Work task
State how many lines of the records include the word "turn"; the reply is that number alone.

Data excerpts
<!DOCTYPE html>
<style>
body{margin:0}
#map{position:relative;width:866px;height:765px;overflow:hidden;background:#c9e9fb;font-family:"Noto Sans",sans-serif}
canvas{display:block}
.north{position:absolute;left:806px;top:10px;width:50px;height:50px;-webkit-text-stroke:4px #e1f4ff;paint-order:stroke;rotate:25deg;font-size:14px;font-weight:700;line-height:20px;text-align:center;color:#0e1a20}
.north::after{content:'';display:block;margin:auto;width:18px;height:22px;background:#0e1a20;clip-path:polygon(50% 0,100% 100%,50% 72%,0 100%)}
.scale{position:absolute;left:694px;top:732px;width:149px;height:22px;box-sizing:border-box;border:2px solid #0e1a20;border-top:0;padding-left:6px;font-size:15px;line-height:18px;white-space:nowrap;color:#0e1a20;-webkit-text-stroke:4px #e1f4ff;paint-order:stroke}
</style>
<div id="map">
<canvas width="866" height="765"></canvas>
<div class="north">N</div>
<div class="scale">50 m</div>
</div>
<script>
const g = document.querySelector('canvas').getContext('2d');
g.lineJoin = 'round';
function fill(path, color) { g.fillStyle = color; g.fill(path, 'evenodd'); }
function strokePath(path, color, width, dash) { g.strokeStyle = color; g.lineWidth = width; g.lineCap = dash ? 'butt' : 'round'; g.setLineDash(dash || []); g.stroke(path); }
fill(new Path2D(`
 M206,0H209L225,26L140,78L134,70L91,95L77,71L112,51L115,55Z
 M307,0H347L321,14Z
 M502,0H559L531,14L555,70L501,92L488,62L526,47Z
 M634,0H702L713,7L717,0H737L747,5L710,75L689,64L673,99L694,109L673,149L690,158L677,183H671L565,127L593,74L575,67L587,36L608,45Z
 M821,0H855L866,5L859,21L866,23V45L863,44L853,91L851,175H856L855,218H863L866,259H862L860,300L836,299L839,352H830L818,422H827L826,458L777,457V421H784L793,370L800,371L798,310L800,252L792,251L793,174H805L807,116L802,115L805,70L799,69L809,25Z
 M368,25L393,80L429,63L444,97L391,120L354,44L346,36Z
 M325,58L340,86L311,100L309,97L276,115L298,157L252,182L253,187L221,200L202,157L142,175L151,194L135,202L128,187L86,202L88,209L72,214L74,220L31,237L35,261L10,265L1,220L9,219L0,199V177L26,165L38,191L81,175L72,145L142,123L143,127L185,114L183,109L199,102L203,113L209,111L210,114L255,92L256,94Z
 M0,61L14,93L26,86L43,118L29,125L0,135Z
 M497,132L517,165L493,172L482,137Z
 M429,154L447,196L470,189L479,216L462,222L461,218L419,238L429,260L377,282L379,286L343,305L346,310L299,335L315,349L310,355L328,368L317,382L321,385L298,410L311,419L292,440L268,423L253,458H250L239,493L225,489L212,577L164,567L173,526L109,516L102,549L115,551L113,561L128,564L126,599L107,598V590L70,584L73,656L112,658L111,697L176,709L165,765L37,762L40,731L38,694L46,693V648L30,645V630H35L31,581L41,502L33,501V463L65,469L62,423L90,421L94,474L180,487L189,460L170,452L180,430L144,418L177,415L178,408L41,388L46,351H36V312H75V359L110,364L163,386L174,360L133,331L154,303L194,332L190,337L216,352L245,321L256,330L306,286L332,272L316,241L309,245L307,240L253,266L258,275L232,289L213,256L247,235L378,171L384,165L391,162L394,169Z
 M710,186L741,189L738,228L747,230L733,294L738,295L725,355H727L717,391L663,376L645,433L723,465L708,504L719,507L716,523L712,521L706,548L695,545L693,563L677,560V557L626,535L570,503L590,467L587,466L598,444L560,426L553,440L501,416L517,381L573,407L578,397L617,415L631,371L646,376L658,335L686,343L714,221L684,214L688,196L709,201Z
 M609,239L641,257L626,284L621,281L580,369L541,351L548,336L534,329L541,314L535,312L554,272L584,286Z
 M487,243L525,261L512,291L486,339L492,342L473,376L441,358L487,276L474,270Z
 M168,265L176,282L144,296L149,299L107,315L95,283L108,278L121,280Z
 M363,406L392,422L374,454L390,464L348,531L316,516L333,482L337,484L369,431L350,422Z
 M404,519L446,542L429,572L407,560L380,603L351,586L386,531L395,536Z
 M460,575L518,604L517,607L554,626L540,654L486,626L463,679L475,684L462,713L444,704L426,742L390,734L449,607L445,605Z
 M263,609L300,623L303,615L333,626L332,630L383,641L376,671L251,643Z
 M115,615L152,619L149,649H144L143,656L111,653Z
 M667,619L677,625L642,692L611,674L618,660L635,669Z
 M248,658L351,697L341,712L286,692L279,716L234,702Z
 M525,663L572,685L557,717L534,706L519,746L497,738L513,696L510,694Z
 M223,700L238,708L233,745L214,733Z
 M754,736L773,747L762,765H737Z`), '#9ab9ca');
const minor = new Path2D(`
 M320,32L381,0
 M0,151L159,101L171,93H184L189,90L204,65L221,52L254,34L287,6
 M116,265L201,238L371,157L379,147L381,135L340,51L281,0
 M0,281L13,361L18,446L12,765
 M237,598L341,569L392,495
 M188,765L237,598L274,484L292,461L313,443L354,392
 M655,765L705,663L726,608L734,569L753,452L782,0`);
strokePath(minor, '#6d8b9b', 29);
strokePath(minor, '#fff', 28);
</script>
==
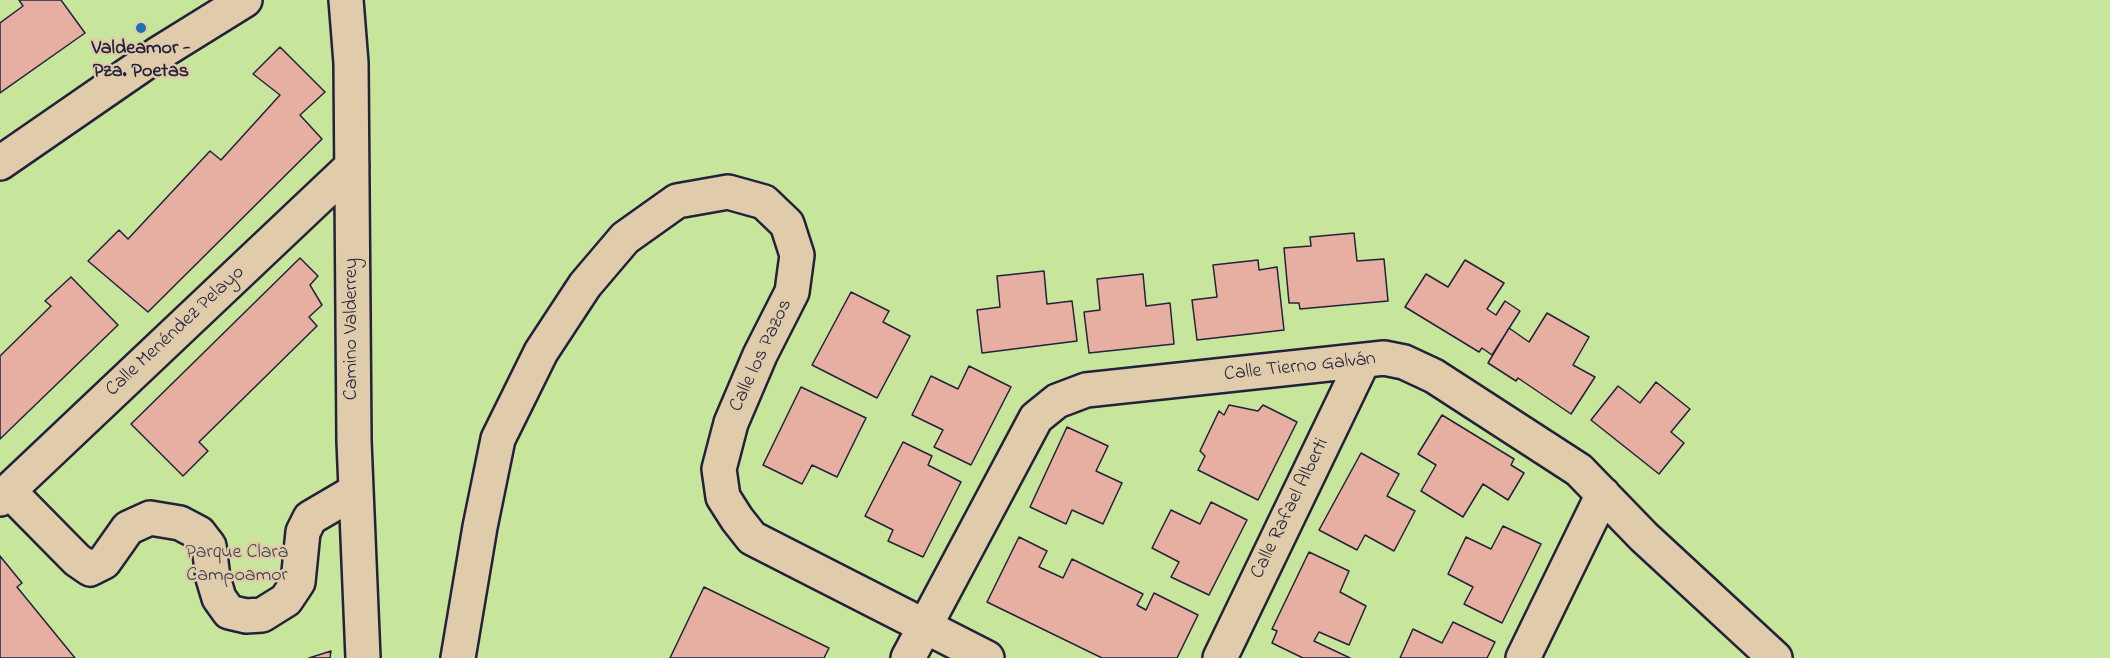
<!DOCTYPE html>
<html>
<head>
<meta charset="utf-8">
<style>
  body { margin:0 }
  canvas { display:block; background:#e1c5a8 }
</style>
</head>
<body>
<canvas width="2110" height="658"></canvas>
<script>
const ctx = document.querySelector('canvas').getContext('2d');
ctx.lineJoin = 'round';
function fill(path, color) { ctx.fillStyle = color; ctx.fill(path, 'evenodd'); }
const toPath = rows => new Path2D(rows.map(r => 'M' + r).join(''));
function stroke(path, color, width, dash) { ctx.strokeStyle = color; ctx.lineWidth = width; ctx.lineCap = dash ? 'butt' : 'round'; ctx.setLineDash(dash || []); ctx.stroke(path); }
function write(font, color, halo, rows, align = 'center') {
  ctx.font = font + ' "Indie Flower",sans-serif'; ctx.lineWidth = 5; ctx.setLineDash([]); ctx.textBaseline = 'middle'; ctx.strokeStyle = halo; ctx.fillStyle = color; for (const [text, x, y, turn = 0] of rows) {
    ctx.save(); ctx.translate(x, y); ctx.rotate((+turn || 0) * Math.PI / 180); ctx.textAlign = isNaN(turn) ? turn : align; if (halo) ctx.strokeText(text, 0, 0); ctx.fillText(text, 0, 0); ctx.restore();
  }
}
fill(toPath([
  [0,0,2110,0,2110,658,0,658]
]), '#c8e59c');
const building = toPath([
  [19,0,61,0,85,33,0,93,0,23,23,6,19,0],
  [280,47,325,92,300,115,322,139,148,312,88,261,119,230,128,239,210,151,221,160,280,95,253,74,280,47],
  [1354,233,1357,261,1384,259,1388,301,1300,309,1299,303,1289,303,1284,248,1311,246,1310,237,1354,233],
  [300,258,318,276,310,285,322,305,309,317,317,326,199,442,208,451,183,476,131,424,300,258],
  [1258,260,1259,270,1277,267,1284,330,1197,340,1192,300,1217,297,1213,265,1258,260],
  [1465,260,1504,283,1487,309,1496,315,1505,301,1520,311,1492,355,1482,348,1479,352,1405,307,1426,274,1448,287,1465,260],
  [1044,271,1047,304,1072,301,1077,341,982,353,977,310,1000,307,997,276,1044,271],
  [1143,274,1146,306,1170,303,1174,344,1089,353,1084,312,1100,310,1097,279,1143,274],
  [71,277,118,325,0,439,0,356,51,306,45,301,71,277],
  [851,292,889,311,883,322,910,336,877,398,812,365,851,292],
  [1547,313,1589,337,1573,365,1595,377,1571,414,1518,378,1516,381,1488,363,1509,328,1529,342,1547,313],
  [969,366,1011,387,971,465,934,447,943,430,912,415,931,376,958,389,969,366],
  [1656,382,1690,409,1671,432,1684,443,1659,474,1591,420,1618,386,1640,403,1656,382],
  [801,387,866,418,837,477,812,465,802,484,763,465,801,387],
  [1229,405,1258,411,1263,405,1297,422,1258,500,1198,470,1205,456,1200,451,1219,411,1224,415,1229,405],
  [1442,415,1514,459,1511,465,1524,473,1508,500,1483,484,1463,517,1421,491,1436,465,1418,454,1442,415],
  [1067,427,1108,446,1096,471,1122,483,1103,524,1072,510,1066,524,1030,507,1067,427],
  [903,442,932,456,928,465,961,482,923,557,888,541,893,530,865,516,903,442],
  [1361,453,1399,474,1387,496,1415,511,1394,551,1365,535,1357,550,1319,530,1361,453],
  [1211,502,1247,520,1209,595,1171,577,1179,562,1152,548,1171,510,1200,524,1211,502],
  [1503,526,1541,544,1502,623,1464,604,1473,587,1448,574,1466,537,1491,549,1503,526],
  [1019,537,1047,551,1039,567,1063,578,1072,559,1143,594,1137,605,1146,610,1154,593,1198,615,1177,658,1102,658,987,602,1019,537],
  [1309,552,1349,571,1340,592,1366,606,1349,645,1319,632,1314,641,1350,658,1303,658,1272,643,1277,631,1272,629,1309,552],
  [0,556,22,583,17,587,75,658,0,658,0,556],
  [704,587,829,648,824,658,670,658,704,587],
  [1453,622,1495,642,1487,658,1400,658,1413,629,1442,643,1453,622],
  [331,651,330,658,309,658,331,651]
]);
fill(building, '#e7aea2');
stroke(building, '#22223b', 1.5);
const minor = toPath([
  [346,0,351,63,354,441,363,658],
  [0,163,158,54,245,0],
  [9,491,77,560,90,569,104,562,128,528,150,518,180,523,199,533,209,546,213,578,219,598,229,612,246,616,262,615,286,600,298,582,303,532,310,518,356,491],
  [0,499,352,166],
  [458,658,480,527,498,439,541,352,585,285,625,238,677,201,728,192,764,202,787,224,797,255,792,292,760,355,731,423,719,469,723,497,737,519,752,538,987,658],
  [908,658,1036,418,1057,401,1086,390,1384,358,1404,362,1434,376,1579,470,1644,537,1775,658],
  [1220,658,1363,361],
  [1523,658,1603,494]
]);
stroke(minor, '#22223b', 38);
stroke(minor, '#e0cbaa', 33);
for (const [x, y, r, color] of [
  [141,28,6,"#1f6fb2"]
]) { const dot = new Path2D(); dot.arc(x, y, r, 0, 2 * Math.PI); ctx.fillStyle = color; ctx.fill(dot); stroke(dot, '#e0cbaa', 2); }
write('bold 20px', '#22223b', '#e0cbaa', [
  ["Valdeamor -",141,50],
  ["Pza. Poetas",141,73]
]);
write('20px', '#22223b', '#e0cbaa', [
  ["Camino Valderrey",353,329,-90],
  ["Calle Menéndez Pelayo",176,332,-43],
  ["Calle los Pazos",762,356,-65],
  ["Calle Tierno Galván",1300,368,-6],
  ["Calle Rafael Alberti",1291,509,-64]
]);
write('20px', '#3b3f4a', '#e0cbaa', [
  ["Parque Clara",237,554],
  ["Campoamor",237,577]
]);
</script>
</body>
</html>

Reply to the exercise
2